— DATA —
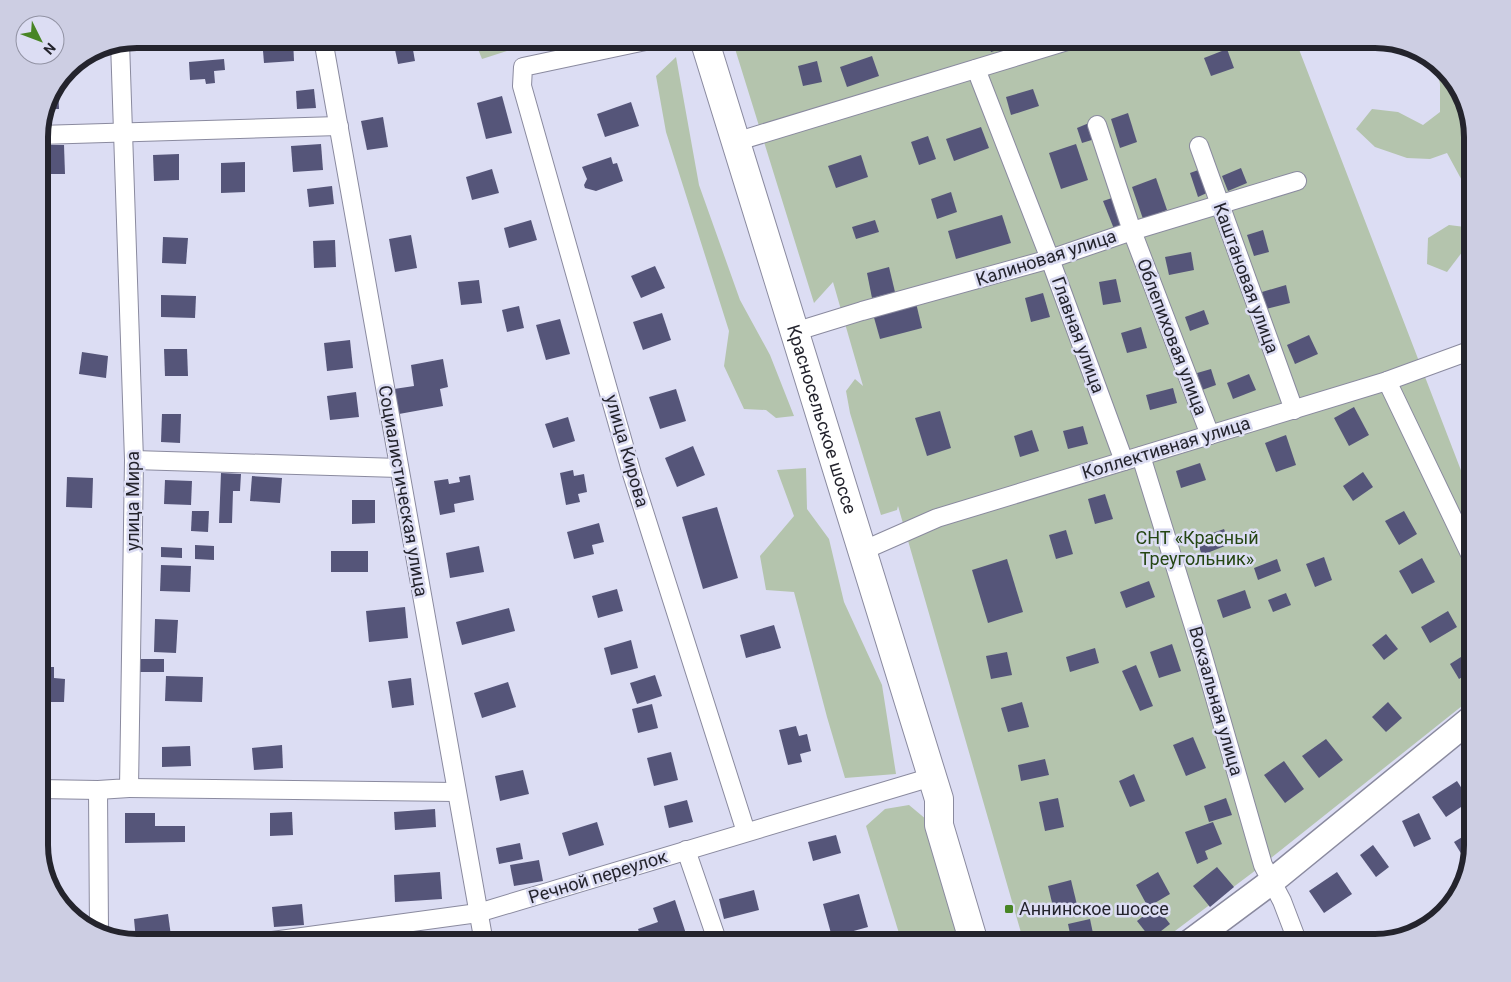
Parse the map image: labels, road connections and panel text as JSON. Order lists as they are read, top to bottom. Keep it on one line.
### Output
{"streets":{"highway":["Красносельское шоссе"],"street":["Калиновая улица","Каштановая улица","Главная улица","Облепиховая улица","Коллективная улица","улица Кирова","Социалистическая улица","улица Мира","Вокзальная улица","Речной переулок"]},"crossings":[["Калиновая улица","Каштановая улица"],["Калиновая улица","Главная улица"],["Калиновая улица","Облепиховая улица"],["Калиновая улица","Красносельское шоссе"],["Каштановая улица","Коллективная улица"],["Главная улица","Коллективная улица"],["Главная улица","Вокзальная улица"],["Облепиховая улица","Коллективная улица"],["Красносельское шоссе","Коллективная улица"],["Красносельское шоссе","Речной переулок"],["Коллективная улица","Вокзальная улица"],["улица Кирова","Речной переулок"],["Социалистическая улица","Речной переулок"]],"parks":["СНТ «Красный Треугольник»"],"places":{"transit":["Аннинское шоссе"]},"north":"bottom right"}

— THE TASK —
The finished copy should match the data above word for word and contain no pictures.

— RESPONSE FOR THIS EXERCISE —
Parse the map image: labels, road connections and panel text as JSON. Order lists as they are read, top to bottom. Keep it on one line.
### Output
{"streets":{"highway":["Красносельское шоссе"],"street":["Калиновая улица","Каштановая улица","Главная улица","Облепиховая улица","Коллективная улица","улица Кирова","Социалистическая улица","улица Мира","Вокзальная улица","Речной переулок"]},"crossings":[["Калиновая улица","Каштановая улица"],["Калиновая улица","Главная улица"],["Калиновая улица","Облепиховая улица"],["Калиновая улица","Красносельское шоссе"],["Каштановая улица","Коллективная улица"],["Главная улица","Коллективная улица"],["Главная улица","Вокзальная улица"],["Облепиховая улица","Коллективная улица"],["Красносельское шоссе","Коллективная улица"],["Красносельское шоссе","Речной переулок"],["Коллективная улица","Вокзальная улица"],["улица Кирова","Речной переулок"],["Социалистическая улица","Речной переулок"]],"parks":["СНТ «Красный Треугольник»"],"places":{"transit":["Аннинское шоссе"]},"north":"bottom right"}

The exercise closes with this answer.